**The problem**
Please copy each line of the listing below in which the word "Manhattan" appears.

*** Given data ***

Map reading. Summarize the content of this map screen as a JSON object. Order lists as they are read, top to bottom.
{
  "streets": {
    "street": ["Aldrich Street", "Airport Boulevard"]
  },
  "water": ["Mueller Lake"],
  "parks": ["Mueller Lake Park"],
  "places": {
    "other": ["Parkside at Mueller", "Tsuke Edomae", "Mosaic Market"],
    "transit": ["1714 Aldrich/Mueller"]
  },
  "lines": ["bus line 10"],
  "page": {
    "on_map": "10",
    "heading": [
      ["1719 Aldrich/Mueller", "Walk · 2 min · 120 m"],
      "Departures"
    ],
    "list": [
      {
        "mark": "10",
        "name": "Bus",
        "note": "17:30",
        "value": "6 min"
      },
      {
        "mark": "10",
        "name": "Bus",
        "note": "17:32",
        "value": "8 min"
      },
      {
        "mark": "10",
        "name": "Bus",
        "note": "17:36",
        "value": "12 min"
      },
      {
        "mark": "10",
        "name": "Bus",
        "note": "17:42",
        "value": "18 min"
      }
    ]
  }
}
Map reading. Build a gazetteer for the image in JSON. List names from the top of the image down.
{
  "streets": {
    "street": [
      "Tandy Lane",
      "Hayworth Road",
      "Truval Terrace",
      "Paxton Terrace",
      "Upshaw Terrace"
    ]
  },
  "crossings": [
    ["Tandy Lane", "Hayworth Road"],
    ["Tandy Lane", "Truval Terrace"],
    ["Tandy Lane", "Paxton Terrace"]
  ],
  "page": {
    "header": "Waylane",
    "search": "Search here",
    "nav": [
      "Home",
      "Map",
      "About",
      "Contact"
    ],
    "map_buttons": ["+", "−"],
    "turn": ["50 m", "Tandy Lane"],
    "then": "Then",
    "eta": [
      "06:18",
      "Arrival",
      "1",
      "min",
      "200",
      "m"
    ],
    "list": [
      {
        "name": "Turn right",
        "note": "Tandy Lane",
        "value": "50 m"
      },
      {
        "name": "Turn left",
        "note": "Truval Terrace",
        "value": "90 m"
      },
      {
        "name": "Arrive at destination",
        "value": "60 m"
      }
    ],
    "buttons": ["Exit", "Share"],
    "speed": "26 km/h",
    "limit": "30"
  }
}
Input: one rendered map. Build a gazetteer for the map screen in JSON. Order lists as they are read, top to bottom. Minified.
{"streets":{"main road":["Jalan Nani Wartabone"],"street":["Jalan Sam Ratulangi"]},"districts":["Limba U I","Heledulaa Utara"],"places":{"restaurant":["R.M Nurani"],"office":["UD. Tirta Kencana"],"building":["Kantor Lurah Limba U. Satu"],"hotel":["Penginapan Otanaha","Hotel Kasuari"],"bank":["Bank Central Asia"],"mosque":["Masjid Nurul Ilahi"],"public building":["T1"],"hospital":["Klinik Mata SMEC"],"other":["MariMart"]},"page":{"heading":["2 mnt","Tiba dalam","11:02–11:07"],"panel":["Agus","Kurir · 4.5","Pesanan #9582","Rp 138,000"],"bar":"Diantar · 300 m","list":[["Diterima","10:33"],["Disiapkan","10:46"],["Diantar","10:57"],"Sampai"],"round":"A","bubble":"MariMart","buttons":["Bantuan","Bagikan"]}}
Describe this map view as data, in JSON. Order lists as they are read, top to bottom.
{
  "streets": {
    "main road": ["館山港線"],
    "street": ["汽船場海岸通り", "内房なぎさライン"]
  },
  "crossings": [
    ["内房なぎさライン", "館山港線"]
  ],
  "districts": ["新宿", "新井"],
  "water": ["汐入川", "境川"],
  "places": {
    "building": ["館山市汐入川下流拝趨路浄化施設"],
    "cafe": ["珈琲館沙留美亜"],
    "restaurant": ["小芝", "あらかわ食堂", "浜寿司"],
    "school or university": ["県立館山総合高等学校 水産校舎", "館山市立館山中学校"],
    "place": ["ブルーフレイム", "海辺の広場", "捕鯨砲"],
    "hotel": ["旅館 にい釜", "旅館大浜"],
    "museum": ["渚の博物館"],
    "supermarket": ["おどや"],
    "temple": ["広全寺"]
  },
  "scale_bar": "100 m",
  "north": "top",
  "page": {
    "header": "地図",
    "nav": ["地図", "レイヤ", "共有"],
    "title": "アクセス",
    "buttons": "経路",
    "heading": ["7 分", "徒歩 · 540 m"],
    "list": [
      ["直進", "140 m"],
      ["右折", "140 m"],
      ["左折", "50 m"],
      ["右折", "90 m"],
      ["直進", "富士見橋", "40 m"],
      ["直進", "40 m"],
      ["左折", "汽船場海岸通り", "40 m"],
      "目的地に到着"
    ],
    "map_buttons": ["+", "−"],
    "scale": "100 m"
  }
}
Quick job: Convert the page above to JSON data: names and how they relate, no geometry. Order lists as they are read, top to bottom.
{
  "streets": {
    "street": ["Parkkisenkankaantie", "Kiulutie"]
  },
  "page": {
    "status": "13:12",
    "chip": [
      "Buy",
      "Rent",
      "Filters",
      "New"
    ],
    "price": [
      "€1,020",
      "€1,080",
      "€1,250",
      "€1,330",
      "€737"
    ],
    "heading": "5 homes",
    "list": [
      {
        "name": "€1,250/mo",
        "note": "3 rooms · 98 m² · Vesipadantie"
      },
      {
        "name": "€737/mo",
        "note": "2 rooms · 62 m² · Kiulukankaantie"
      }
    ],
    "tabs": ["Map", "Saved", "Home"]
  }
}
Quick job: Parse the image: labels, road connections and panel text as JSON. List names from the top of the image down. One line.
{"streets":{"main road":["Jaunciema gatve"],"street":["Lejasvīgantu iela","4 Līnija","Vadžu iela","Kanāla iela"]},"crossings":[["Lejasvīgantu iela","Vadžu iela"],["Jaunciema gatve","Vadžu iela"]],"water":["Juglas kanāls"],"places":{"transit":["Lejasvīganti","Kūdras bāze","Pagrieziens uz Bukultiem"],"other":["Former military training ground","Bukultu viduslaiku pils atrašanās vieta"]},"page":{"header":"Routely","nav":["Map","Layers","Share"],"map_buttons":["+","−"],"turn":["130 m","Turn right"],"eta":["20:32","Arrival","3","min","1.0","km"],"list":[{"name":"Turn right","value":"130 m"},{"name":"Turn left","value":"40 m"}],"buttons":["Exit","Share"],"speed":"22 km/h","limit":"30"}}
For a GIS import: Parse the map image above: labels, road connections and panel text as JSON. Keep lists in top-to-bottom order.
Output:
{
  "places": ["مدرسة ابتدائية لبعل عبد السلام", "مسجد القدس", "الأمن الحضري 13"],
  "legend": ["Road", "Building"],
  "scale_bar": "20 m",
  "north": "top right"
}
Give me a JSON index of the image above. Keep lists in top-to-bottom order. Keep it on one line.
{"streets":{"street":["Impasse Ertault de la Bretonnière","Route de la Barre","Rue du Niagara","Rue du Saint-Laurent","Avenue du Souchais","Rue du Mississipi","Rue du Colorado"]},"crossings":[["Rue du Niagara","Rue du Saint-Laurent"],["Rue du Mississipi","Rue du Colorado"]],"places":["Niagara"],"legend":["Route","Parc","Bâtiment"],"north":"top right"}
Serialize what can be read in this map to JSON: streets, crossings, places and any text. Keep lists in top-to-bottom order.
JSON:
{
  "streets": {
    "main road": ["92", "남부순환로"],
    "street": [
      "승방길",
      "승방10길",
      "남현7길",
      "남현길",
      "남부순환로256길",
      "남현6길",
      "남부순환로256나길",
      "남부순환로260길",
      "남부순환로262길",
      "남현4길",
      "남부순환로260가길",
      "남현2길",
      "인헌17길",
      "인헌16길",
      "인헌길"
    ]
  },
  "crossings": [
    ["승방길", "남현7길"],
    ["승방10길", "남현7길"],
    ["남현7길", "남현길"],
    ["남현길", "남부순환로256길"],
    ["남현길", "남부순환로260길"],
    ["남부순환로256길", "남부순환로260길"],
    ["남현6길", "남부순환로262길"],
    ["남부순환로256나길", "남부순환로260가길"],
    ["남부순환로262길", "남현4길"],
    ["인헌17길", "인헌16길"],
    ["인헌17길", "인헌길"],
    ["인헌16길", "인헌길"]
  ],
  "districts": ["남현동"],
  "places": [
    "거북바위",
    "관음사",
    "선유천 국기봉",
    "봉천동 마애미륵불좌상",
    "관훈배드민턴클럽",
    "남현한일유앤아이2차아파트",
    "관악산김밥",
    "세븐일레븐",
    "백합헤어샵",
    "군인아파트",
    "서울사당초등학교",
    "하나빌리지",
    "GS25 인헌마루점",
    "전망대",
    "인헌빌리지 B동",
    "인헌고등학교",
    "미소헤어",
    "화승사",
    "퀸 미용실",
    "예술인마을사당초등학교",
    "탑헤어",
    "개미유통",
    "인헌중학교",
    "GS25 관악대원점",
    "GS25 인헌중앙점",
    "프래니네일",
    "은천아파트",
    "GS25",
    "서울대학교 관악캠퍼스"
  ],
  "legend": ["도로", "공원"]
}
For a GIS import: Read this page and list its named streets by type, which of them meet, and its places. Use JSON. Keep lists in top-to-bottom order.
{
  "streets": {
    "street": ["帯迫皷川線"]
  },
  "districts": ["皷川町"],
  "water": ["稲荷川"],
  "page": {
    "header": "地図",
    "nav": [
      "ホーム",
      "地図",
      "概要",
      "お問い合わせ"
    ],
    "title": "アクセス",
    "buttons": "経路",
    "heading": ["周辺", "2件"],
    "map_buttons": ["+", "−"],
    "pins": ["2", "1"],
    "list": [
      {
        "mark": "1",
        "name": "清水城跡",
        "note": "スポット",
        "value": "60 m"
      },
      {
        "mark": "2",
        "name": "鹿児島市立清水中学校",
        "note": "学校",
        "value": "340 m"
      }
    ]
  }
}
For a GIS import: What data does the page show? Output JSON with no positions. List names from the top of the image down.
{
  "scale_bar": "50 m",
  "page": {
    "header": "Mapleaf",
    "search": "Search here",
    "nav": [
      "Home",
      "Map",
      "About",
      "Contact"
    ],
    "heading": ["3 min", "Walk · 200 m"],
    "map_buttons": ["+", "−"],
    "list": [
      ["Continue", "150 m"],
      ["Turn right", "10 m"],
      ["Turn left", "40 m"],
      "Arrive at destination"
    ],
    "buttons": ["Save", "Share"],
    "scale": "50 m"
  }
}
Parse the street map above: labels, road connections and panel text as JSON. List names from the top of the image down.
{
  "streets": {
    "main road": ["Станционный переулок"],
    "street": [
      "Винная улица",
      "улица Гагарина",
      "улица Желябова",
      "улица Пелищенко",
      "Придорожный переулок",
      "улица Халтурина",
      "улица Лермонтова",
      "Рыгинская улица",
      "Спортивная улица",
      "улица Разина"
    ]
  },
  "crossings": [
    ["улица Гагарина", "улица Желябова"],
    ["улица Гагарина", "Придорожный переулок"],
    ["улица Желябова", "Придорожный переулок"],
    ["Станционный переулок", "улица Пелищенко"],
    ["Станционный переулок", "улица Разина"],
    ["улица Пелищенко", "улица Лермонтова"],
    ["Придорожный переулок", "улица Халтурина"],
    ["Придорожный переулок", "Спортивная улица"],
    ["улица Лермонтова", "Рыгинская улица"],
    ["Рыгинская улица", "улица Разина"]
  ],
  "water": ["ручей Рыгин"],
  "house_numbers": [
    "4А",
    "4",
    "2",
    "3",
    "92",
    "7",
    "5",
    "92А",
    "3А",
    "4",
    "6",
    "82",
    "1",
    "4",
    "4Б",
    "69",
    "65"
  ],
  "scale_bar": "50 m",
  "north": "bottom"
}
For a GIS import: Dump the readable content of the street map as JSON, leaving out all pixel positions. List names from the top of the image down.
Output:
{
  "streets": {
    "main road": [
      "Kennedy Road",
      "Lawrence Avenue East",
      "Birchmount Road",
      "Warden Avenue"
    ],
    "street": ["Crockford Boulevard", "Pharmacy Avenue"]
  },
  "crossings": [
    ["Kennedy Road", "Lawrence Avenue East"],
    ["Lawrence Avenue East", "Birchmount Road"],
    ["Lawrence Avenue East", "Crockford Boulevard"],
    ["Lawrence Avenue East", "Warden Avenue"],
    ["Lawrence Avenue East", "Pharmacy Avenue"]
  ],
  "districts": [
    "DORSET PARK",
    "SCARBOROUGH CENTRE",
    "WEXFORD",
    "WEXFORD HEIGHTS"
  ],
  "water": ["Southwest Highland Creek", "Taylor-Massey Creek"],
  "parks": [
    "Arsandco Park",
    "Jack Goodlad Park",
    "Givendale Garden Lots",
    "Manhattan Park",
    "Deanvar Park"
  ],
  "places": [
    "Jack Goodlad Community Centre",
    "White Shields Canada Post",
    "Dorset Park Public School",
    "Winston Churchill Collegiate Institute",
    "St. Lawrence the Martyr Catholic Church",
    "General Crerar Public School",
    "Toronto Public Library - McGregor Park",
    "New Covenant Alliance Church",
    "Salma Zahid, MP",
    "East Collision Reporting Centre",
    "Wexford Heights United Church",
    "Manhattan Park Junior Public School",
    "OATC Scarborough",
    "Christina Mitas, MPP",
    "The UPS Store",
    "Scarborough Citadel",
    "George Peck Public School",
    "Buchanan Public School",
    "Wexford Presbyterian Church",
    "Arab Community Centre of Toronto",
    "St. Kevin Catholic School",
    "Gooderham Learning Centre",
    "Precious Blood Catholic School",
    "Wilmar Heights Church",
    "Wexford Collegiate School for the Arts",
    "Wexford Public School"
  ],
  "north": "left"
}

***

**Your solution**
    "Manhattan Park",
    "Manhattan Park Junior Public School",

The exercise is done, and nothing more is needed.